EXERCISE OBJECTIVE
In the listing below, every line with the word "label" needs to be copied.

DATASET EXCERPTS
————
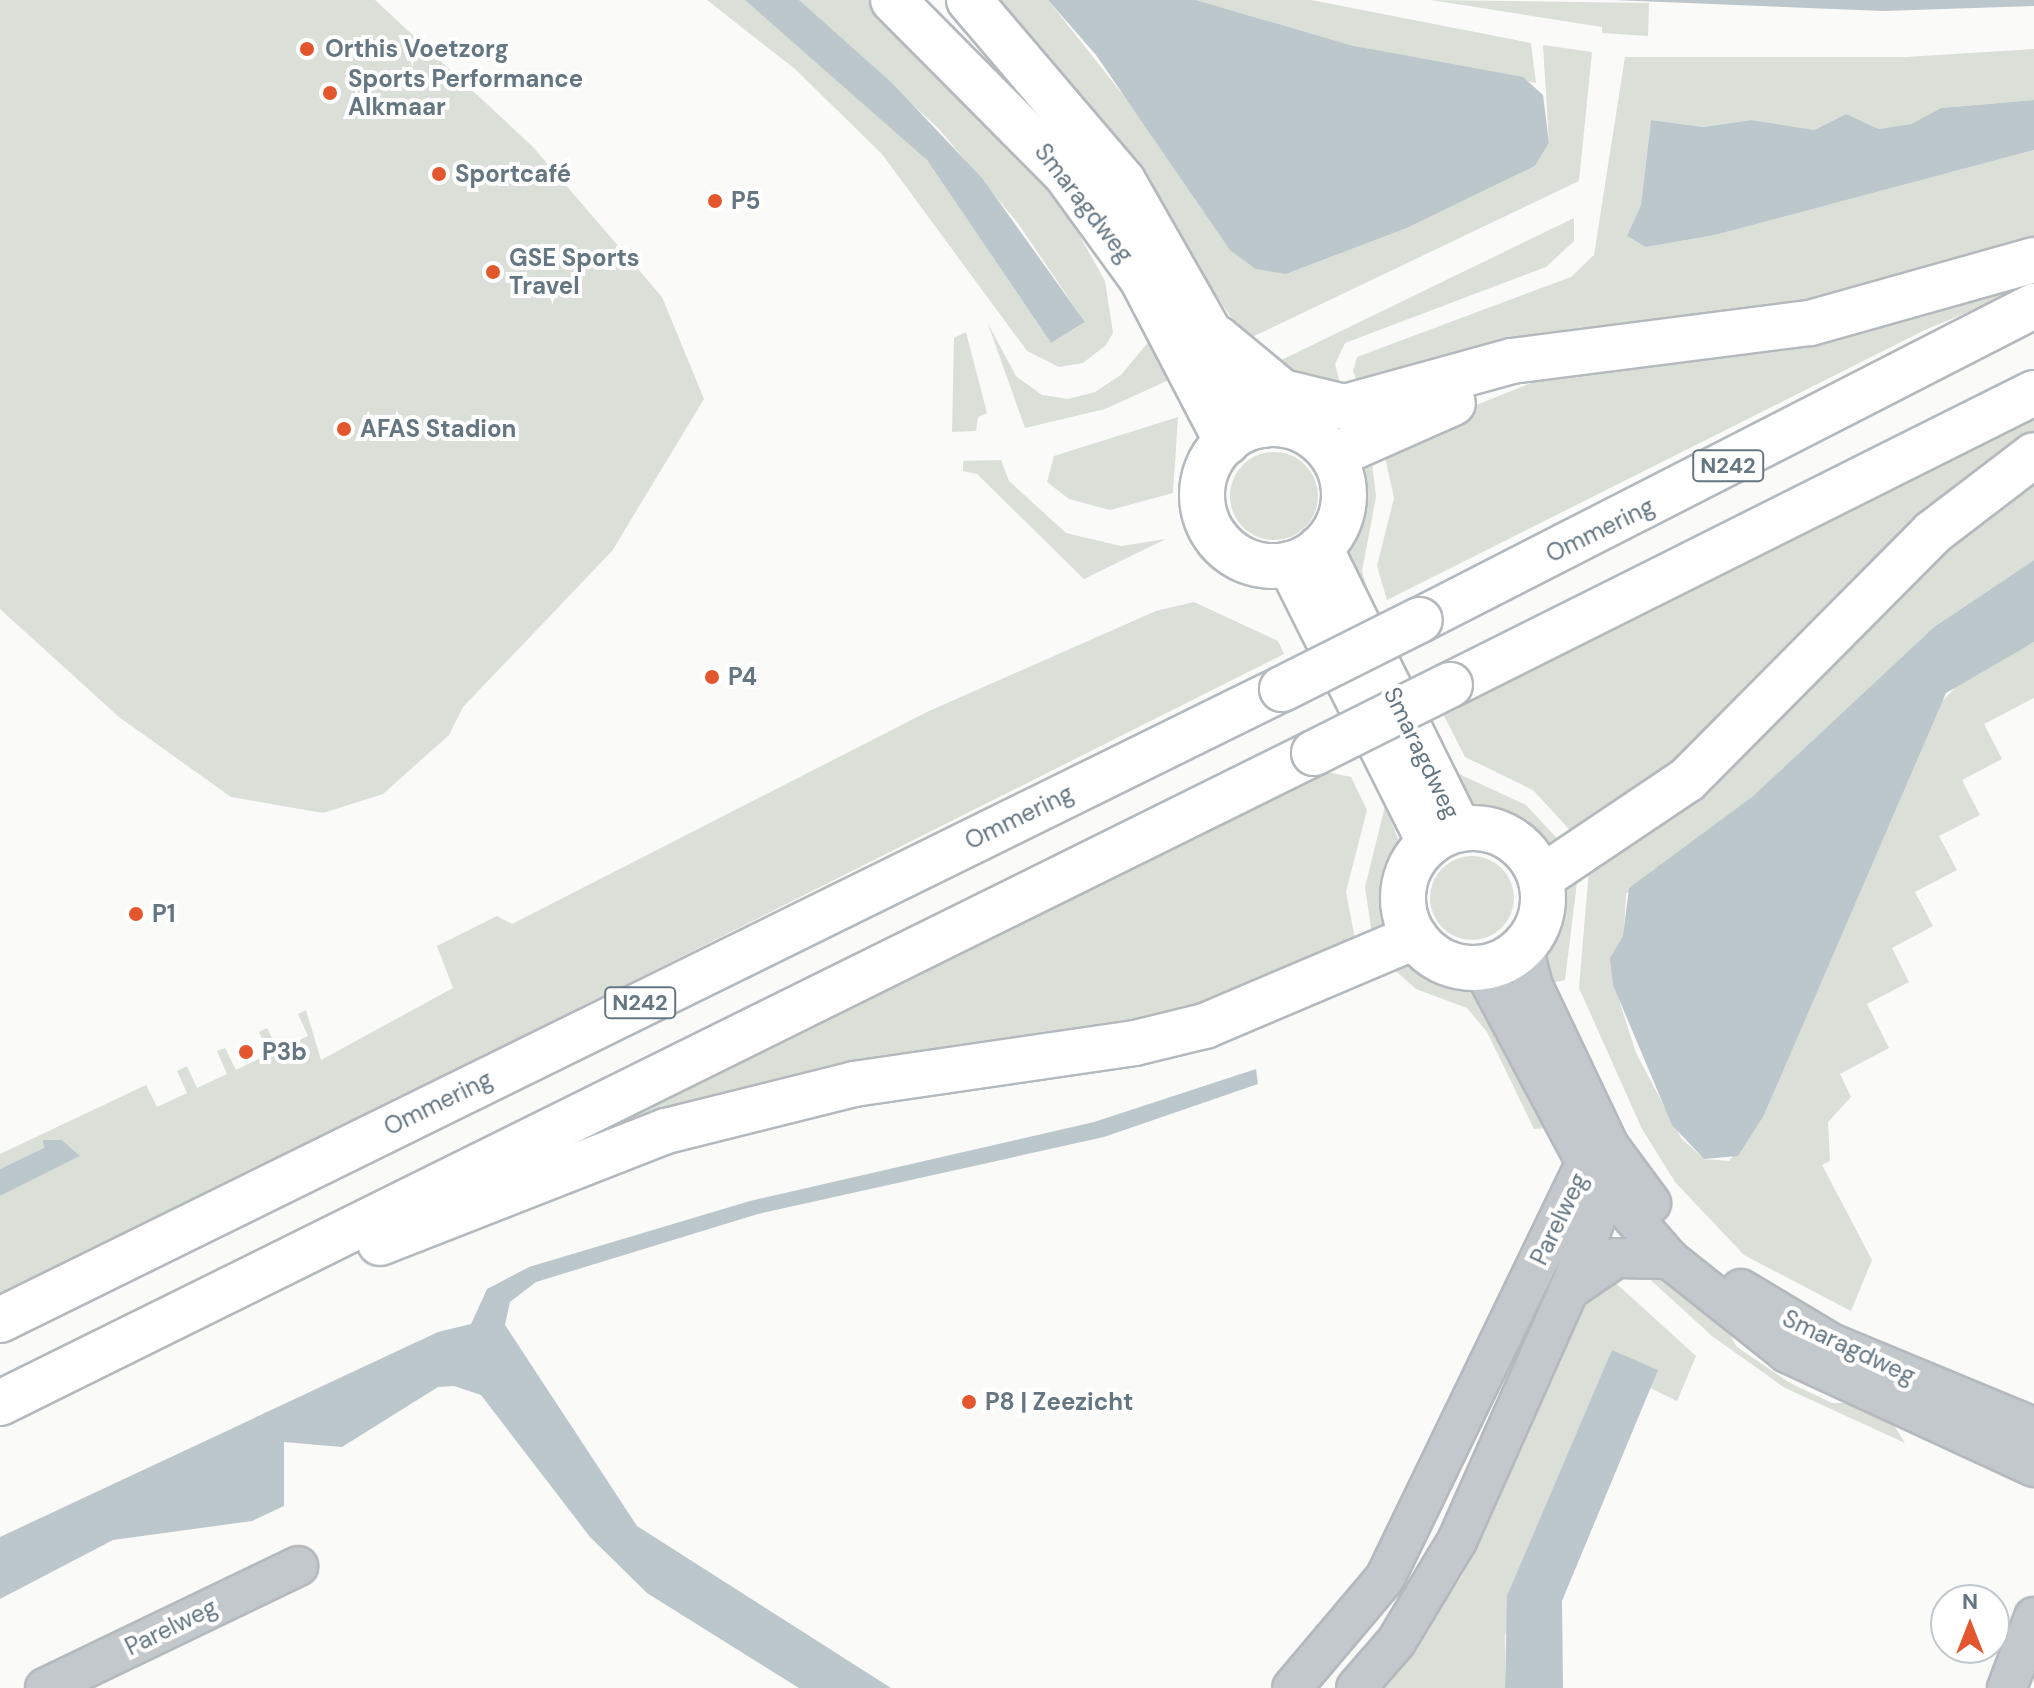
<!DOCTYPE html>
<html>
<head>
<meta charset="utf-8">
<style>
	body { margin:0 }
	#map { position:relative; width:2034px; height:1688px; overflow:hidden; background:#fafaf8; font-family:"DM Sans",sans-serif }
	div>[style] { position:absolute }
	.green>* { inset:0; background:#dadfd7 }
	.round { border-radius:50% }
	.water>* { inset:0; background:#bbc7cb }
	.roads { filter:drop-shadow(2px 0 #b4b9bd) drop-shadow(-2px 0 #b4b9bd) drop-shadow(0 2px #b4b9bd) drop-shadow(0 -2px #b4b9bd) }
	.minor>* { height:38px; margin:-19px; padding:0 19px; transform-origin:19px; border-radius:19px; background:#c3c8cc }
	.highway>* { height:44px; margin:-22px; padding:0 22px; transform-origin:22px; border-radius:22px; background:#fff }
	.highway>.ring { margin:-22px; padding:0; box-sizing:content-box; background:none; border:44px solid #fff; border-radius:50% }
	.bridges { filter:drop-shadow(2px 0 #b4b9bd) drop-shadow(-2px 0 #b4b9bd) drop-shadow(0 2px #b4b9bd) drop-shadow(0 -2px #b4b9bd) }
	.highway-bridge>* { height:44px; margin:-22px; padding:0 22px; transform-origin:22px; border-radius:22px; background:#fff }
	.dots>* { width:22px; height:22px; translate:-50% -50%; box-sizing:border-box; border:4px solid #fff; border-radius:50% }
	span { translate:-50% -50%; white-space:nowrap; text-align:center; line-height:1.15; -webkit-text-stroke:8px #fff; paint-order:stroke }
	.shield-label span { padding:2px 6px; background:#fff; border:2px solid; border-radius:6px; -webkit-text-stroke-width:0 }
	.shield-label { font-size:22px; color:#657683; font-weight:700 }
	.poi-label { font-size:24px; color:#657683; font-weight:700 }
	.left { translate:0 -50%; text-align:left }
	.street-label { font-size:24px; color:#657683 }
	.north { position:absolute; left:1930px; top:1584px; width:80px; height:80px; box-sizing:border-box; background:#fff; border:2px solid #c1c8cd; border-radius:50%; rotate:0deg; font-size:22px; font-weight:700; line-height:32px; text-align:center; color:#657683 }
	.north::after { content:''; display:block; margin:auto; width:28px; height:36px; background:#e4572e; clip-path:polygon(50% 0,100% 100%,50% 72%,0 100%) }
</style>
</head>
<body>
<div id="map">
	<div class="green">
		<div style="clip-path:polygon(0 0,375px 0,533px 147px,662px 297px,704px 399px,612px 551px,463px 707px,449px 735px,383px 794px,323px 813px,231px 797px,119px 717px,0 609px)"></div>
		<div style="clip-path:polygon(707px 0,745px 0,871px 104px,927px 160px,1051px 343px,1085px 322px,1017px 222px,939px 129px,799px 0,868px 0,885px 14px,1059px 199px,1105px 281px,1113px 333px,1106px 345px,1083px 363px,1059px 367px,1027px 351px,882px 154px,795px 69px)"></div>
		<div style="clip-path:polygon(990px 0,1048px 0,1131px 105px,1286px 274px,1407px 228px,1535px 166px,1549px 143px,1543px 45px,1592px 52px,1579px 181px,1246px 340px,1137px 175px)"></div>
		<div style="clip-path:polygon(1196px 0,1311px 0,1531px 43px,1536px 83px,1354px 46px)"></div>
		<div style="clip-path:polygon(1431px 0,1649px 3px,1648px 36px,1602px 33px,1602px 27px)"></div>
		<div style="clip-path:polygon(2034px 49px,2034px 100px,1941px 108px,1911px 124px,1879px 129px,1846px 114px,1814px 130px,1750px 120px,1703px 127px,1651px 120px,1641px 205px,1627px 236px,1646px 247px,1715px 235px,2034px 150px,2034px 249px,1962px 271px,1361px 393px,1353px 371px,1357px 357px,1571px 277px,1594px 255px,1625px 57px,1906px 57px)"></div>
		<div style="clip-path:polygon(1574px 218px,1574px 241px,1546px 267px,1345px 343px,1335px 364px,1343px 395px,1263px 369px)"></div>
		<div style="clip-path:polygon(2034px 269px,2034px 285px,1927px 329px,1387px 600px,1377px 566px,1394px 498px,1382px 443px,1531px 383px)"></div>
		<div style="clip-path:polygon(988px 324px,1016px 376px,1042px 395px,1068px 399px,1095px 392px,1121px 375px,1150px 340px,1169px 380px,1105px 409px,1025px 428px)"></div>
		<div style="clip-path:polygon(966px 332px,987px 413px,978px 417px,976px 431px,952px 432px,954px 338px)"></div>
		<div style="clip-path:polygon(2034px 408px,2034px 443px,1741px 714px,1578px 839px,1533px 790px,1465px 757px,1440px 708px)"></div>
		<div style="clip-path:polygon(1178px 417px,1173px 493px,1110px 510px,1069px 499px,1047px 482px,1054px 456px)"></div>
		<div class="round" style="left:1230px;top:452px;width:88px;height:88px"></div>
		<div style="clip-path:polygon(1371px 453px,1376px 497px,1362px 571px,1374px 610px,1341px 546px,1357px 509px,1353px 461px)"></div>
		<div style="clip-path:polygon(1001px 460px,1009px 481px,1066px 533px,1121px 546px,1166px 539px,1084px 579px,977px 474px,963px 471px,963px 461px)"></div>
		<div style="clip-path:polygon(2034px 463px,2034px 560px,1934px 627px,1752px 797px,1626px 894px,1620px 1003px,1636px 1053px,1681px 1138px,1704px 1159px,1729px 1161px,1764px 1115px,1936px 708px,1961px 681px,2034px 642px,2034px 698px,1984px 724px,2002px 759px,1962px 780px,1980px 815px,1939px 836px,1957px 870px,1915px 892px,1933px 926px,1892px 948px,1909px 982px,1867px 1004px,1889px 1048px,1840px 1074px,1851px 1097px,1828px 1122px,1830px 1161px,1822px 1165px,1872px 1260px,1851px 1311px,1744px 1255px,1675px 1182px,1642px 1129px,1579px 988px,1589px 869px)"></div>
		<div style="clip-path:polygon(1194px 602px,1278px 641px,1284px 654px,0 1299px,0 1196px,80px 1156px,62px 1140px,0 1169px,0 1154px,146px 1085px,157px 1107px,187px 1093px,177px 1071px,187px 1066px,197px 1088px,227px 1074px,217px 1051px,225px 1048px,236px 1070px,269px 1054px,259px 1032px,267px 1028px,278px 1050px,308px 1036px,298px 1014px,306px 1010px,321px 1060px,453px 988px,437px 946px,497px 916px,512px 924px,929px 711px,1156px 611px)"></div>
		<div style="clip-path:polygon(1433px 730px,1459px 774px,1526px 805px,1565px 847px,1547px 856px,1514px 821px,1465px 803px)"></div>
		<div style="clip-path:polygon(1327px 772px,1351px 777px,1367px 810px,1346px 892px,1357px 949px,1260px 993px,526px 1162px)"></div>
		<div style="clip-path:polygon(1385px 806px,1399px 841px,1386px 893px,1393px 932px,1373px 941px,1365px 887px)"></div>
		<div class="round" style="left:1430px;top:856px;width:84px;height:84px"></div>
		<div style="clip-path:polygon(1578px 874px,1565px 980px,1552px 983px,1544px 953px,1556px 894px)"></div>
		<div style="clip-path:polygon(1412px 960px,1478px 990px,1547px 1128px,1534px 1129px,1487px 1032px,1467px 1008px,1416px 989px,1389px 965px)"></div>
		<div style="clip-path:polygon(1632px 1263px,1645px 1263px,1721px 1320px,1737px 1347px,1790px 1383px,1832px 1403px,1861px 1403px,1890px 1419px,1905px 1443px,1785px 1388px,1712px 1336px)"></div>
		<div style="clip-path:polygon(1608px 1276px,1696px 1356px,1677px 1401px,1650px 1388px,1657px 1370px,1612px 1350px,1505px 1635px,1505px 1688px,1382px 1688px,1462px 1576px,1584px 1298px)"></div>
	</div>
	<div class="water">
		<div style="clip-path:polygon(745px 0,799px 0,892px 83px,982px 178px,1085px 322px,1051px 343px,927px 160px)"></div>
		<div style="clip-path:polygon(1048px 0,1196px 0,1354px 46px,1523px 77px,1543px 95px,1549px 143px,1535px 166px,1407px 228px,1286px 274px,1256px 269px,1230px 250px,1096px 55px)"></div>
		<div style="clip-path:polygon(1613px 0,2034px 0,2034px 6px,1883px 11px)"></div>
		<div style="clip-path:polygon(2034px 100px,2034px 150px,1715px 235px,1646px 247px,1627px 236px,1641px 205px,1651px 120px,1703px 127px,1751px 120px,1814px 130px,1846px 114px,1879px 129px,1911px 124px,1941px 108px)"></div>
		<div style="clip-path:polygon(2034px 560px,2034px 642px,1946px 693px,1764px 1115px,1738px 1156px,1704px 1159px,1672px 1125px,1613px 985px,1610px 958px,1623px 936px,1629px 888px,1752px 797px,1934px 627px)"></div>
		<div style="clip-path:polygon(1256px 1069px,1258px 1084px,1104px 1137px,758px 1214px,536px 1282px,510px 1302px,505px 1325px,637px 1526px,891px 1688px,799px 1688px,647px 1593px,590px 1537px,481px 1395px,454px 1386px,438px 1387px,342px 1447px,284px 1442px,284px 1506px,252px 1521px,113px 1540px,0 1599px,0 1537px,438px 1332px,471px 1324px,487px 1289px,529px 1267px,750px 1201px,1094px 1122px)"></div>
		<div style="clip-path:polygon(43px 1140px,62px 1140px,80px 1156px,0 1196px,0 1169px,44px 1148px)"></div>
		<div style="clip-path:polygon(1612px 1350px,1658px 1370px,1562px 1601px,1563px 1688px,1505px 1688px,1507px 1596px)"></div>
	</div>
	<div class="roads">
		<div class="minor">
			<div style="left:1523px;top:946px;width:41px;rotate:76deg"></div>
			<div style="left:1533px;top:986px;width:177px;rotate:64.6deg"></div>
			<div style="left:1609px;top:1146px;width:71px;rotate:53.6deg"></div>
			<div style="left:1482px;top:967px;width:222px;rotate:62deg"></div>
			<div style="left:1586px;top:1163px;width:127px;rotate:49.2deg"></div>
			<div style="left:1669px;top:1259px;width:151px;rotate:38.5deg"></div>
			<div style="left:1787px;top:1353px;width:272px;rotate:24.8deg"></div>
			<div style="left:1741px;top:1289px;width:105px;rotate:31deg"></div>
			<div style="left:1831px;top:1343px;width:220px;rotate:22.5deg"></div>
			<div style="left:1569px;top:1290px;width:57px;rotate:-34.2deg"></div>
			<div style="left:1616px;top:1258px;width:53px;rotate:1.1deg"></div>
			<div style="left:45px;top:1688px;width:281px;rotate:-25.7deg"></div>
			<div style="left:1292px;top:1688px;width:144px;rotate:-49.8deg"></div>
			<div style="left:1385px;top:1578px;width:461px;rotate:-64.2deg"></div>
			<div style="left:1356px;top:1688px;width:61px;rotate:-49deg"></div>
			<div style="left:1396px;top:1642px;width:118px;rotate:-58.9deg"></div>
			<div style="left:1457px;top:1541px;width:275px;rotate:-66deg"></div>
			<div style="left:1569px;top:1290px;width:128px;rotate:-69.4deg"></div>
			<div style="left:2007px;top:1688px;width:76px;rotate:-69.2deg"></div>
		</div>
		<div class="highway">
			<div style="left:893px;top:0;width:244px;rotate:45.2deg"></div>
			<div style="left:1065px;top:173px;width:131px;rotate:54deg"></div>
			<div style="left:1142px;top:279px;width:184px;rotate:62.5deg"></div>
			<div style="left:969px;top:0;width:238px;rotate:49.6deg"></div>
			<div style="left:1123px;top:181px;width:281px;rotate:60.3deg"></div>
			<div style="left:1217px;top:338px;width:85px;rotate:39.7deg"></div>
			<div style="left:1282px;top:392px;width:65px;rotate:13.4deg"></div>
			<div style="left:1345px;top:407px;width:173px;rotate:-15.4deg"></div>
			<div style="left:1512px;top:361px;width:300px;rotate:-7.3deg"></div>
			<div style="left:1810px;top:323px;width:233px;rotate:-15.7deg"></div>
			<div class="ring" style="left:1202px;top:424px;width:98px;height:98px"></div>
			<div style="left:1333px;top:456px;width:131px;rotate:-23.8deg"></div>
			<div style="left:1320px;top:548px;width:313px;rotate:63.7deg"></div>
			<div style="left:1290px;top:564px;width:312px;rotate:63.4deg"></div>
			<div style="left:1420px;top:620px;width:690px;rotate:-27.09deg"></div>
			<div style="left:1450px;top:685px;width:653px;rotate:-26.57deg"></div>
			<div class="ring" style="left:1403px;top:828px;width:96px;height:96px"></div>
			<div style="left:1541px;top:878px;width:176px;rotate:-33.9deg"></div>
			<div style="left:1687px;top:780px;width:348px;rotate:-45.2deg"></div>
			<div style="left:1932px;top:533px;width:128px;rotate:-37.4deg"></div>
			<div style="left:380px;top:1243px;width:307px;rotate:-21.4deg"></div>
			<div style="left:666px;top:1131px;width:194px;rotate:-14deg"></div>
			<div style="left:854px;top:1084px;width:284px;rotate:-8.3deg"></div>
			<div style="left:1135px;top:1043px;width:72px;rotate:-13.7deg"></div>
			<div style="left:1205px;top:1026px;width:228px;rotate:-23deg"></div>
			<div style="left:0;top:1320px;width:1429px;rotate:-26.21deg"></div>
			<div style="left:0;top:1403px;width:1466px;rotate:-26.32deg"></div>
		</div>
	</div>
	<div class="bridges">
		<div class="highway-bridge">
			<div style="left:1282px;top:689px;width:154px;rotate:-26.6deg"></div>
			<div style="left:1314px;top:753px;width:152px;rotate:-26.6deg"></div>
		</div>
	</div>
	<div class="dots">
		<div style="left:307px;top:49px;background:#e4572e"></div>
		<div style="left:330px;top:93px;background:#e4572e"></div>
		<div style="left:439px;top:174px;background:#e4572e"></div>
		<div style="left:715px;top:201px;background:#e4572e"></div>
		<div style="left:493px;top:272px;background:#e4572e"></div>
		<div style="left:344px;top:429px;background:#e4572e"></div>
		<div style="left:712px;top:677px;background:#e4572e"></div>
		<div style="left:136px;top:914px;background:#e4572e"></div>
		<div style="left:246px;top:1052px;background:#e4572e"></div>
		<div style="left:969px;top:1402px;background:#e4572e"></div>
	</div>
	<div class="shield-label">
		<span style="left:1728px;top:466px">N242</span>
		<span style="left:640px;top:1003px">N242</span>
	</div>
	<div class="poi-label">
		<span class="left" style="left:325px;top:49px">Orthis Voetzorg</span>
		<span class="left" style="left:348px;top:93px">Sports Performance<br>Alkmaar</span>
		<span class="left" style="left:455px;top:174px">Sportcafé</span>
		<span class="left" style="left:731px;top:201px">P5</span>
		<span class="left" style="left:509px;top:272px">GSE Sports<br>Travel</span>
		<span class="left" style="left:360px;top:429px">AFAS Stadion</span>
		<span class="left" style="left:728px;top:677px">P4</span>
		<span class="left" style="left:152px;top:914px">P1</span>
		<span class="left" style="left:262px;top:1052px">P3b</span>
		<span class="left" style="left:985px;top:1402px">P8 | Zeezicht</span>
	</div>
	<div class="street-label">
		<span style="left:1084px;top:203px;rotate:52deg">Smaragdweg</span>
		<span style="left:1600px;top:530px;rotate:-26deg">Ommering</span>
		<span style="left:1422px;top:753px;rotate:64deg">Smaragdweg</span>
		<span style="left:1019px;top:817px;rotate:-26deg">Ommering</span>
		<span style="left:438px;top:1103px;rotate:-26deg">Ommering</span>
		<span style="left:1559px;top:1219px;rotate:-64deg">Parelweg</span>
		<span style="left:1849px;top:1347px;rotate:25deg">Smaragdweg</span>
		<span style="left:171px;top:1627px;rotate:-26deg">Parelweg</span>
	</div>
	<div class="north">N</div>
</div>
</body>
</html>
————
RESPONSE TO THIS EXERCISE
	.shield-label span { padding:2px 6px; background:#fff; border:2px solid; border-radius:6px; -webkit-text-stroke-width:0 }
	.shield-label { font-size:22px; color:#657683; font-weight:700 }
	.poi-label { font-size:24px; color:#657683; font-weight:700 }
	.street-label { font-size:24px; color:#657683 }
	<div class="shield-label">
	<div class="poi-label">
	<div class="street-label">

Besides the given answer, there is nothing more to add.